BEGIN Data provided

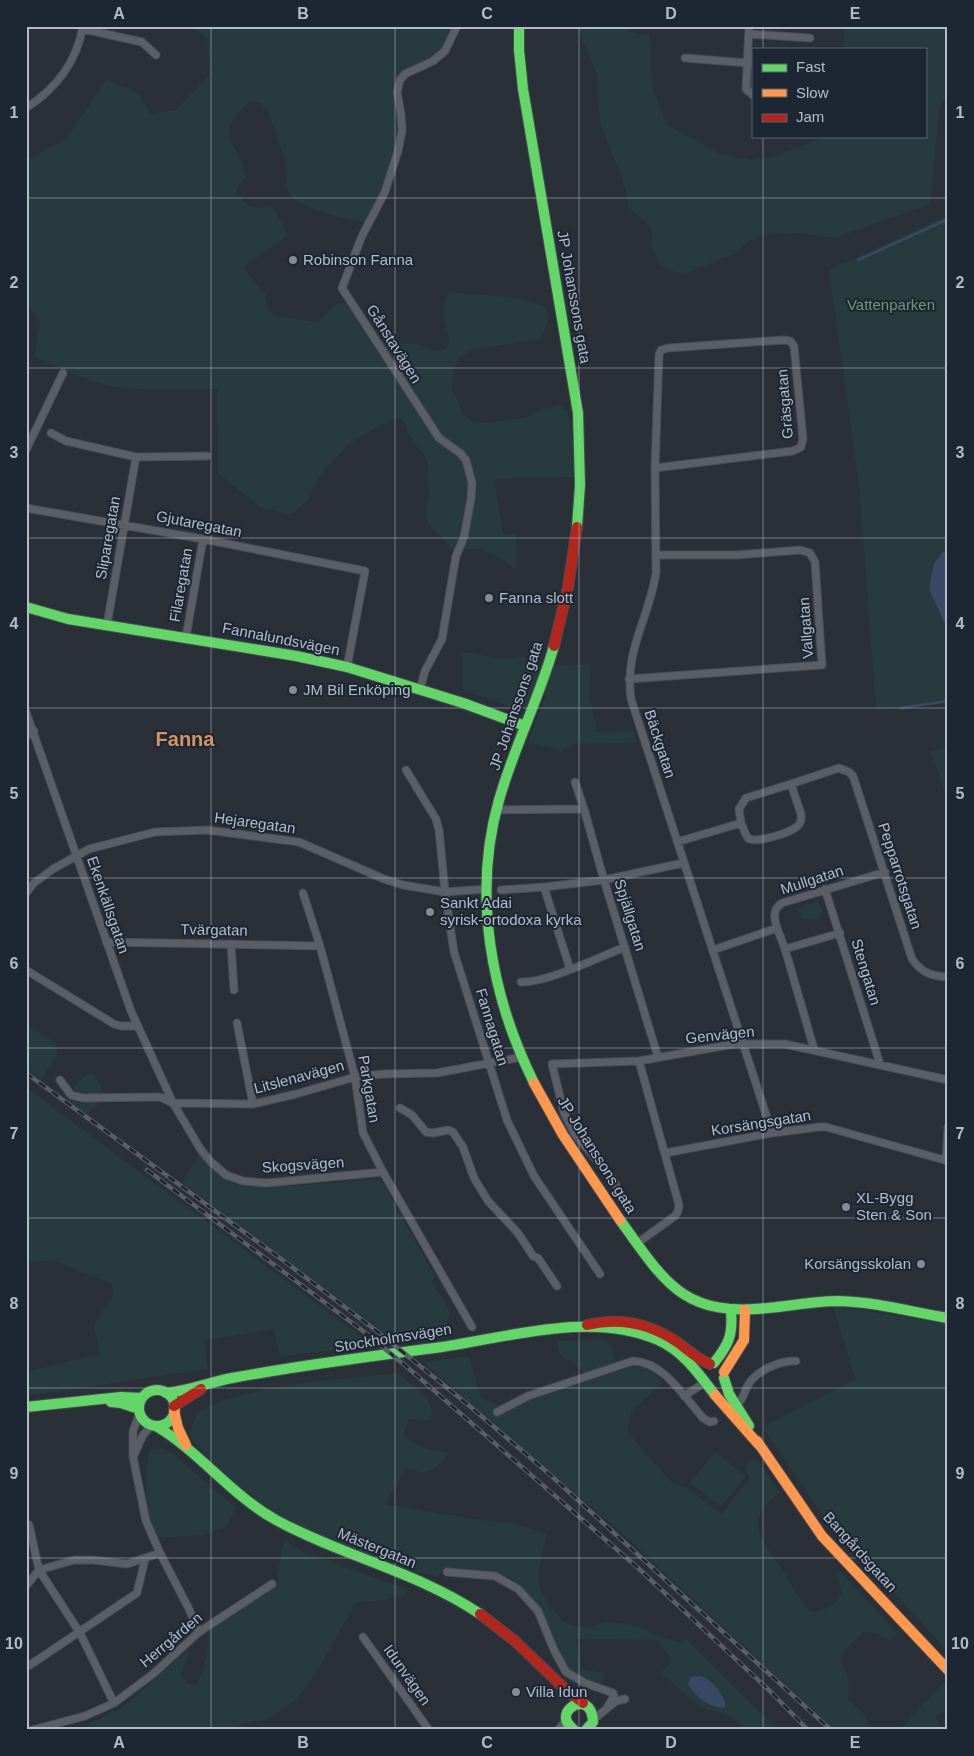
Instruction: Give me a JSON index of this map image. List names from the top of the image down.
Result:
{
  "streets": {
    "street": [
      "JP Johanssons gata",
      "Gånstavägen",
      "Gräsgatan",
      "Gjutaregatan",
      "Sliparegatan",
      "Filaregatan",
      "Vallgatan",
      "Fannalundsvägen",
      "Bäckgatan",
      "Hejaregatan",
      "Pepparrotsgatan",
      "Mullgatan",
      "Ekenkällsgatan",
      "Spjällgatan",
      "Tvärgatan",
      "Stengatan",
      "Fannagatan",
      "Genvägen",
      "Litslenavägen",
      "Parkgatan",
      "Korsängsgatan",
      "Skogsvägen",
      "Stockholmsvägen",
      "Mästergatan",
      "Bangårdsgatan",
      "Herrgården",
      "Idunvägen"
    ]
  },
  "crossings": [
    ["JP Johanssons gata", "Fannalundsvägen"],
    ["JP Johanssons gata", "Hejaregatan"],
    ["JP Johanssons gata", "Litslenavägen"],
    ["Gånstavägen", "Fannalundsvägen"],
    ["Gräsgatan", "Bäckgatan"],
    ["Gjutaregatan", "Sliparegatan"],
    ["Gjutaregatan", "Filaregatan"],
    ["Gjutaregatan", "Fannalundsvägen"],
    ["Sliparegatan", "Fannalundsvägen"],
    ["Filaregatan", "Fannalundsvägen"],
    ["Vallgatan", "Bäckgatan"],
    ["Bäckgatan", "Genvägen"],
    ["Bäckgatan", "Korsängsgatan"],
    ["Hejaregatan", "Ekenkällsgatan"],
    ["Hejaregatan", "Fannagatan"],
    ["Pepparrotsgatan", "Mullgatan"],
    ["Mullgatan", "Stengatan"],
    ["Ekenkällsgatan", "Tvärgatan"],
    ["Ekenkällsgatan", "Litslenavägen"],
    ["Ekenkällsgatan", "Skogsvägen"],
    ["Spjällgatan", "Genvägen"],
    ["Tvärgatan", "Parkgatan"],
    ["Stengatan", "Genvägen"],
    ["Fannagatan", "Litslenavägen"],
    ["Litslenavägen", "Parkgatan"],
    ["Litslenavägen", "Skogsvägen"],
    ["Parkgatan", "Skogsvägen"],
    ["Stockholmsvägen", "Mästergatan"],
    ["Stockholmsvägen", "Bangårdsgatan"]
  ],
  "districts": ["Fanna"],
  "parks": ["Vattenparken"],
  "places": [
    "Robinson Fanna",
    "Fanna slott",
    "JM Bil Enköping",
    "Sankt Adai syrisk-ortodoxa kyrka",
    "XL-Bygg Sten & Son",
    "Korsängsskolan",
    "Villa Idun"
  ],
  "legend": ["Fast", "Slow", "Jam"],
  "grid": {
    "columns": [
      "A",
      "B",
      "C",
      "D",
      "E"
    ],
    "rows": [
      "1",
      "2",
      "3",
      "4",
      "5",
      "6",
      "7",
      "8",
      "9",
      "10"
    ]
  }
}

END Data provided

* _What you need to do_
Return the material above exactly; the images stay out.

* _Task result_
Instruction: Give me a JSON index of this map image. List names from the top of the image down.
Result:
{
  "streets": {
    "street": [
      "JP Johanssons gata",
      "Gånstavägen",
      "Gräsgatan",
      "Gjutaregatan",
      "Sliparegatan",
      "Filaregatan",
      "Vallgatan",
      "Fannalundsvägen",
      "Bäckgatan",
      "Hejaregatan",
      "Pepparrotsgatan",
      "Mullgatan",
      "Ekenkällsgatan",
      "Spjällgatan",
      "Tvärgatan",
      "Stengatan",
      "Fannagatan",
      "Genvägen",
      "Litslenavägen",
      "Parkgatan",
      "Korsängsgatan",
      "Skogsvägen",
      "Stockholmsvägen",
      "Mästergatan",
      "Bangårdsgatan",
      "Herrgården",
      "Idunvägen"
    ]
  },
  "crossings": [
    ["JP Johanssons gata", "Fannalundsvägen"],
    ["JP Johanssons gata", "Hejaregatan"],
    ["JP Johanssons gata", "Litslenavägen"],
    ["Gånstavägen", "Fannalundsvägen"],
    ["Gräsgatan", "Bäckgatan"],
    ["Gjutaregatan", "Sliparegatan"],
    ["Gjutaregatan", "Filaregatan"],
    ["Gjutaregatan", "Fannalundsvägen"],
    ["Sliparegatan", "Fannalundsvägen"],
    ["Filaregatan", "Fannalundsvägen"],
    ["Vallgatan", "Bäckgatan"],
    ["Bäckgatan", "Genvägen"],
    ["Bäckgatan", "Korsängsgatan"],
    ["Hejaregatan", "Ekenkällsgatan"],
    ["Hejaregatan", "Fannagatan"],
    ["Pepparrotsgatan", "Mullgatan"],
    ["Mullgatan", "Stengatan"],
    ["Ekenkällsgatan", "Tvärgatan"],
    ["Ekenkällsgatan", "Litslenavägen"],
    ["Ekenkällsgatan", "Skogsvägen"],
    ["Spjällgatan", "Genvägen"],
    ["Tvärgatan", "Parkgatan"],
    ["Stengatan", "Genvägen"],
    ["Fannagatan", "Litslenavägen"],
    ["Litslenavägen", "Parkgatan"],
    ["Litslenavägen", "Skogsvägen"],
    ["Parkgatan", "Skogsvägen"],
    ["Stockholmsvägen", "Mästergatan"],
    ["Stockholmsvägen", "Bangårdsgatan"]
  ],
  "districts": ["Fanna"],
  "parks": ["Vattenparken"],
  "places": [
    "Robinson Fanna",
    "Fanna slott",
    "JM Bil Enköping",
    "Sankt Adai syrisk-ortodoxa kyrka",
    "XL-Bygg Sten & Son",
    "Korsängsskolan",
    "Villa Idun"
  ],
  "legend": ["Fast", "Slow", "Jam"],
  "grid": {
    "columns": [
      "A",
      "B",
      "C",
      "D",
      "E"
    ],
    "rows": [
      "1",
      "2",
      "3",
      "4",
      "5",
      "6",
      "7",
      "8",
      "9",
      "10"
    ]
  }
}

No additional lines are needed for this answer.